5. Clear, Multidisciplinary Governance
As AI becomes more prevalent, challenges related to privacy and cybersecurity will become increasingly important. Digital governance should involve collaboration across a broad range of disciplines and functions.
Key considerations:
- Address privacy and cybersecurity challenges
- Involve multiple disciplines in digital governance
- Consider legal and ethical implications of AI implementation
- Establish clear guidelines for responsible AI use
- Create mechanisms for ongoing monitoring and adjustment of AI systems
Effective governance in the AI era goes beyond traditional IT governance. It requires a holistic approach that considers ethical implications, potential biases in AI systems, and the societal impact of AI-driven decisions.
Companies should consider establishing AI ethics boards or committees that include diverse perspectives from within and outside the organization. Regular audits of AI systems for fairness, transparency, and accountability should become standard practice.
Want to know more about AI Ethics?
5 Ethical Challenges Shaping Our AI-Driven Future
Implementing the Principles: A Roadmap
Transforming into an AI-driven company is not an overnight process. It requires a strategic, phased approach:
- Assessment: Begin with a thorough evaluation of your current capabilities, data assets, and organizational culture.
- Vision and Strategy: Develop a clear vision for your AI-driven future and a strategy to achieve it, aligned with your business goals.
- Pilot Projects: Start with small-scale AI projects to demonstrate value and build momentum.
- Infrastructure Development: Invest in the necessary data infrastructure and tools to support larger AI initiatives.

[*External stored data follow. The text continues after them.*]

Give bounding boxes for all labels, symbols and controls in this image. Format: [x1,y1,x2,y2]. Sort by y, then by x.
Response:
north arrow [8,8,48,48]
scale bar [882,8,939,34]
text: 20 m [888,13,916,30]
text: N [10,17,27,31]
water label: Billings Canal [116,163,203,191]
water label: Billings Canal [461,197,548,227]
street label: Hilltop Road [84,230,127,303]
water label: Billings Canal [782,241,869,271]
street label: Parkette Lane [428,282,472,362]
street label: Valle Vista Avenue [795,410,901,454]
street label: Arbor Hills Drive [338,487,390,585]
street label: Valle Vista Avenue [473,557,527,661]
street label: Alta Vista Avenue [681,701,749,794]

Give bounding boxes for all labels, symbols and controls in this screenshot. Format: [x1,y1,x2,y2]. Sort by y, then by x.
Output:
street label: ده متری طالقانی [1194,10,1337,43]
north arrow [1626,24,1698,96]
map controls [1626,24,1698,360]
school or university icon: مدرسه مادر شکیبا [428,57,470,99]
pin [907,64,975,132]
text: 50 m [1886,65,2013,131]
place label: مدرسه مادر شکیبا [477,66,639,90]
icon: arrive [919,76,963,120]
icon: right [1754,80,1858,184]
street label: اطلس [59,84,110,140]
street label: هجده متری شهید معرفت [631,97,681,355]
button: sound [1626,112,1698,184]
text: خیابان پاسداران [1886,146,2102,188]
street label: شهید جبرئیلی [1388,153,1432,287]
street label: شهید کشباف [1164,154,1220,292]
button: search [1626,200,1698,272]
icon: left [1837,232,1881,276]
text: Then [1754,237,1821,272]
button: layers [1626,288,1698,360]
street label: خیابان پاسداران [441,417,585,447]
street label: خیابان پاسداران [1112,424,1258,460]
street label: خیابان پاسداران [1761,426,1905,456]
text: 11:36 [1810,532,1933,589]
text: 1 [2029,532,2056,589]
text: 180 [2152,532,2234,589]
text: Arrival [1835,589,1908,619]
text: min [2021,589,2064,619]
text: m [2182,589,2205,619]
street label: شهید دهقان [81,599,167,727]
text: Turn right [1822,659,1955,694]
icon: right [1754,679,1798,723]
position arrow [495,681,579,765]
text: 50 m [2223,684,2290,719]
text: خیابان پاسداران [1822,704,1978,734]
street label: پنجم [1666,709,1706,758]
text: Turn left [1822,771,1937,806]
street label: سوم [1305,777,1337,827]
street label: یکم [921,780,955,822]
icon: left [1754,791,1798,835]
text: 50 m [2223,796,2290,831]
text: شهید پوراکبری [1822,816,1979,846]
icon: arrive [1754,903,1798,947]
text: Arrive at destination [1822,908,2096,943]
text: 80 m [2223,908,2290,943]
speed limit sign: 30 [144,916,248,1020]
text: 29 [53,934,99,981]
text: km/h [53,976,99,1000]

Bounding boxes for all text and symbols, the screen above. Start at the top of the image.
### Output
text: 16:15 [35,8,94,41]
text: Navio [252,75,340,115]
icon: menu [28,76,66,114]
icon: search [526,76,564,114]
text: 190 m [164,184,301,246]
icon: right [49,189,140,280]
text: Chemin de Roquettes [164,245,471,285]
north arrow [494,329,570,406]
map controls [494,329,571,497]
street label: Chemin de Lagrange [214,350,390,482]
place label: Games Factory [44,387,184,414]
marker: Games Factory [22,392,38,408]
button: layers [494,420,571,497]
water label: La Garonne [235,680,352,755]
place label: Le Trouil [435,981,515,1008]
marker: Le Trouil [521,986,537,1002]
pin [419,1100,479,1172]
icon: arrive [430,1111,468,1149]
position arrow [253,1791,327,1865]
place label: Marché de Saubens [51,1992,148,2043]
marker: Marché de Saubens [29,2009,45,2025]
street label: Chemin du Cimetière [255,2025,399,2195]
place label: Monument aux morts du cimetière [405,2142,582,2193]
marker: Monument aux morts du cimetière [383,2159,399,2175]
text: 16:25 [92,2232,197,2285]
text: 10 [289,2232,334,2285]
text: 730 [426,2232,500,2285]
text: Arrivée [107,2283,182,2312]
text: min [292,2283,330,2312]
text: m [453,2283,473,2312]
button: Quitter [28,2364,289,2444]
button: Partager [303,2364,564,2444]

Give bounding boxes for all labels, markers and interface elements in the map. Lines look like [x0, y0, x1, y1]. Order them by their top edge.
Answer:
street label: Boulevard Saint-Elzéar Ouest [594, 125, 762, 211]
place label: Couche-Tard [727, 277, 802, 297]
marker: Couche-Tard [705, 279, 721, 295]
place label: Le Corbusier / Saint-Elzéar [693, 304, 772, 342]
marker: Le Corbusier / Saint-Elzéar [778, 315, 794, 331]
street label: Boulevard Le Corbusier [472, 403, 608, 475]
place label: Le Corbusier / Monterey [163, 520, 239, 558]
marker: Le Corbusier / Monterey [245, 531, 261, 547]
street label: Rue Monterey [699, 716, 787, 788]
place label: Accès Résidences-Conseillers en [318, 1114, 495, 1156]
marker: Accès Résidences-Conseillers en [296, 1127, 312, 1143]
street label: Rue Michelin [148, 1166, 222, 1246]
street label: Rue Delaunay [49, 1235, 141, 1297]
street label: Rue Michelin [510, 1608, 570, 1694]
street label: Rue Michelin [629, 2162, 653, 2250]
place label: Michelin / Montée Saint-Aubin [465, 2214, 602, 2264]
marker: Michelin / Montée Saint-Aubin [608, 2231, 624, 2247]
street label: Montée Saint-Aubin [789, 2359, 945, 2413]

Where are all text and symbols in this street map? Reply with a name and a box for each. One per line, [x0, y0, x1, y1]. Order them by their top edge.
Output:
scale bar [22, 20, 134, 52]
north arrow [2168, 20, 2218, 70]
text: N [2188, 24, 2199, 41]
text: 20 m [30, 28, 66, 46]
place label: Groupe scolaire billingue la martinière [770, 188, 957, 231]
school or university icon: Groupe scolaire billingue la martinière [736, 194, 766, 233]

- Talent Development: Build your AI capabilities through hiring, training, and partnerships.
- Scaling: Gradually expand AI implementation across the organization, learning and adjusting as you go.
- Continuous Improvement: Regularly assess your progress, gather feedback, and refine your approach.
Conclusion
Transforming into an AI-driven company is crucial for thriving in the future economy. By embracing these five principles — unified strategy, architectural clarity, agile product focus, capability building, and multidisciplinary governance — organizations can set themselves on the path to success in the AI era.
The goal is not to replace human workers with AI, but to empower and augment staff, potentially tripling output and driving unprecedented growth. Companies that can seamlessly blend human creativity with machine intelligence will be best positioned to innovate and succeed in this new technological landscape.
As you embark on this transformation journey, remember that it’s not just about adopting new technologies. It’s about reimagining your entire business model, culture, and approach to value creation. The companies that successfully navigate this transition will not only survive but thrive in the AI-driven future.
The road ahead may be challenging, but the potential rewards are immense. By starting now and committing to these principles, you can position your company at the forefront of the AI revolution, ready to seize the opportunities of tomorrow’s economy.